When you're sore during the days following a workout, you're most sore when you've spent a lot of time NOT moving, like when you wake up in the morning (after hours of lying in bed) or when you take a break at work (after hours of sitting still). These are the times that you notice that soreness the most. But the more you move, the more your muscles loosen up and feel better. That's the idea behind active recovery—get moving, get that blood pumping, warm up your muscles and break up that soreness.

Put simply, active recovery or "active rest" is sort of a hybrid between resting and exercising. It involves purposely exercising at a low-intensity as a means of helping your body recover from competition, high-intensity exercise, or muscle soreness. And a growing body of research shows that active recovery is more beneficial than passive recovery (completely resting from exercise).

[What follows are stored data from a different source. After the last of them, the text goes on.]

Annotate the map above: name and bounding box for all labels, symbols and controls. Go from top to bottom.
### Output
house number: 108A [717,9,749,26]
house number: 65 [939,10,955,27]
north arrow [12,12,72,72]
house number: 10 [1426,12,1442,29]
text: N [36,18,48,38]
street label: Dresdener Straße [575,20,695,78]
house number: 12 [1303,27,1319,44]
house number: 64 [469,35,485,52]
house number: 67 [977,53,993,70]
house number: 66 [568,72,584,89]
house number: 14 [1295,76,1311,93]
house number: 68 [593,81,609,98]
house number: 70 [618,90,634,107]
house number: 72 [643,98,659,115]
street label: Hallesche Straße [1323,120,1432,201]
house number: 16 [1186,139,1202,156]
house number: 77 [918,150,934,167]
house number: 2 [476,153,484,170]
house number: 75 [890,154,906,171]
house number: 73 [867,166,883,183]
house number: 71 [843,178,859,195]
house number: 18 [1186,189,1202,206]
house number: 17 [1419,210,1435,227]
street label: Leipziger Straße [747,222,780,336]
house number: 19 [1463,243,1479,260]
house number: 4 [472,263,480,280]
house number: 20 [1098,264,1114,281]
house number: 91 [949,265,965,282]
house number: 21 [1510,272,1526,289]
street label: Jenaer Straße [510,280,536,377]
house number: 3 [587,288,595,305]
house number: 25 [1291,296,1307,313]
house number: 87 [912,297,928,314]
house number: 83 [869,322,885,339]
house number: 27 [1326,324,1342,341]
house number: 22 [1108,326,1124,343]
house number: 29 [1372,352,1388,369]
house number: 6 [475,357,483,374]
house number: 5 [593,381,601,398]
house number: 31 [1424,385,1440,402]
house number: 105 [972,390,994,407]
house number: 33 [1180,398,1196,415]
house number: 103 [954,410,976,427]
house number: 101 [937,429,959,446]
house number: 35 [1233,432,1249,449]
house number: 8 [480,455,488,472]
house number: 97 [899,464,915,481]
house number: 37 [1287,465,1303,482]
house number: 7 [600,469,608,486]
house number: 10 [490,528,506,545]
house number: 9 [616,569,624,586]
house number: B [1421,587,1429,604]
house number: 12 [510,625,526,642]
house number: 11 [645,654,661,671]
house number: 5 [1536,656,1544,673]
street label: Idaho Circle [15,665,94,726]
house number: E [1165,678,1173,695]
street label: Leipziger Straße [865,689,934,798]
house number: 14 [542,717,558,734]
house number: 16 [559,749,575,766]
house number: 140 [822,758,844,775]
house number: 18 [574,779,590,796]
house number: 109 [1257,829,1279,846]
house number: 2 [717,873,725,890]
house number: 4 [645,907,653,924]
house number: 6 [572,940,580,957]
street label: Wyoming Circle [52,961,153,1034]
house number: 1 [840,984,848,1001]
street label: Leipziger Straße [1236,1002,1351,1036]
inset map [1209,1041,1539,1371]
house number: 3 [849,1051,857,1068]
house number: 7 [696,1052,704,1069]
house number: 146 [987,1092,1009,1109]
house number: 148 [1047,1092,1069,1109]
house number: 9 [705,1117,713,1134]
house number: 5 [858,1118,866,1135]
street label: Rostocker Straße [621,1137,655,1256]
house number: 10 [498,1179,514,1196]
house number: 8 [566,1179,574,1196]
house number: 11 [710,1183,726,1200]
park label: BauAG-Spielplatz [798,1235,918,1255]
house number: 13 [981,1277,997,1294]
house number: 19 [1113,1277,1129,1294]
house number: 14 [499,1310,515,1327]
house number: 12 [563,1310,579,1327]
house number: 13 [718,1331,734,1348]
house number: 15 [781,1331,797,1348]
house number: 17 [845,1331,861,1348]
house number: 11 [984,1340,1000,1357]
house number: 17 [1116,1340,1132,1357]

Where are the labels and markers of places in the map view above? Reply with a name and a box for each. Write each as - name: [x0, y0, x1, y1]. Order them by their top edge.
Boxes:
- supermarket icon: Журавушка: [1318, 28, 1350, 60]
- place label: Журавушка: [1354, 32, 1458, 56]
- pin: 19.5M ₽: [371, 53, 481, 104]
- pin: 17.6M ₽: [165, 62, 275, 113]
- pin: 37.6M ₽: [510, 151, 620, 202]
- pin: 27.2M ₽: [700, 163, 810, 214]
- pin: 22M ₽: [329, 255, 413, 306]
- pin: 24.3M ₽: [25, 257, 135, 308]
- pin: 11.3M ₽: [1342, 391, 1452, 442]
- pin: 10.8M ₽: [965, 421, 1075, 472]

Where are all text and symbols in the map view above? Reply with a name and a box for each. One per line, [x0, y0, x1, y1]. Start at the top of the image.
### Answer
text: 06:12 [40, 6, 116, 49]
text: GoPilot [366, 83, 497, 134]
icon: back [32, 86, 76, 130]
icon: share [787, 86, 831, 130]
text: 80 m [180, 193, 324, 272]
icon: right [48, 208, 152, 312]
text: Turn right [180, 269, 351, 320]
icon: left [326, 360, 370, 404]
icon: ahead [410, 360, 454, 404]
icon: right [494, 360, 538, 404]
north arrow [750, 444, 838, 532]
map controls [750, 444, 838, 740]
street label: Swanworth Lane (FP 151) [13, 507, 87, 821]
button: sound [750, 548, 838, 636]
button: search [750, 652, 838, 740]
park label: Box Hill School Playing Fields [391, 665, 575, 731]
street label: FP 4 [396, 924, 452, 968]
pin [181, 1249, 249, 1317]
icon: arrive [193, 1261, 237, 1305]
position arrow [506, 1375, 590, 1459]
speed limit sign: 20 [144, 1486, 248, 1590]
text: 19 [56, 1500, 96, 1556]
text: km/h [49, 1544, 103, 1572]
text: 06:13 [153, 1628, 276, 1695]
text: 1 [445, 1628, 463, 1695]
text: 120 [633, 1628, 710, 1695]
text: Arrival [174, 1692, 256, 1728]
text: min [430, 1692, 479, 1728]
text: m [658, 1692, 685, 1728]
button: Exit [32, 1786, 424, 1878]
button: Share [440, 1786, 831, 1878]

Compared to passive recovery, active recovery can:
  • Help your muscle soreness to go away faster
  • Help your muscles recover and repair
  • Enhance your psychological/mental recovery
  • Promote mental and physical relaxation

And active recovery is simple. You can do pretty much any type of exercise, as long as you keep your intensity lower than what you'd do in a normal workout. Personally, when I get really sore, I like to walk, use the elliptical, or even bike at a comfortable intensity (about 55% to 70% MHR) for at least 30 minutes. Then, I follow up my "recovery" workout with an extended stretching session. It feels good to get moving and really stretch well, and a light workout is a nice change of pace, both mentally and physically.

BONUS FACT: The cool down you do after every workout is actually a form of active recovery. Cooling down does a lot more than help the body return to its resting heart rate and breathing rate. It also prevents post-workout lightheadedness (which can lead to fainting), speeds the removal of lactic acid from the muscles, and helps prevent muscle soreness in the hours and days following a workout. Now I know that most people tend to skip the cool down (and keep in mind that stretching is NOT the same thing as cooling down), but when you know that five minutes is well-spent to help you recover faster and prevent soreness, you might think again before skipping it.

So the next time you're facing sore muscles that make you want to skip your workout, think again! While you don't have to go all out when you're not feeling up to it, a light walk or easy yoga class may be just what your muscles need!

Are you more likely to recovery actively or passively? Now that you know the difference, will you cool down and try active recovery from now on?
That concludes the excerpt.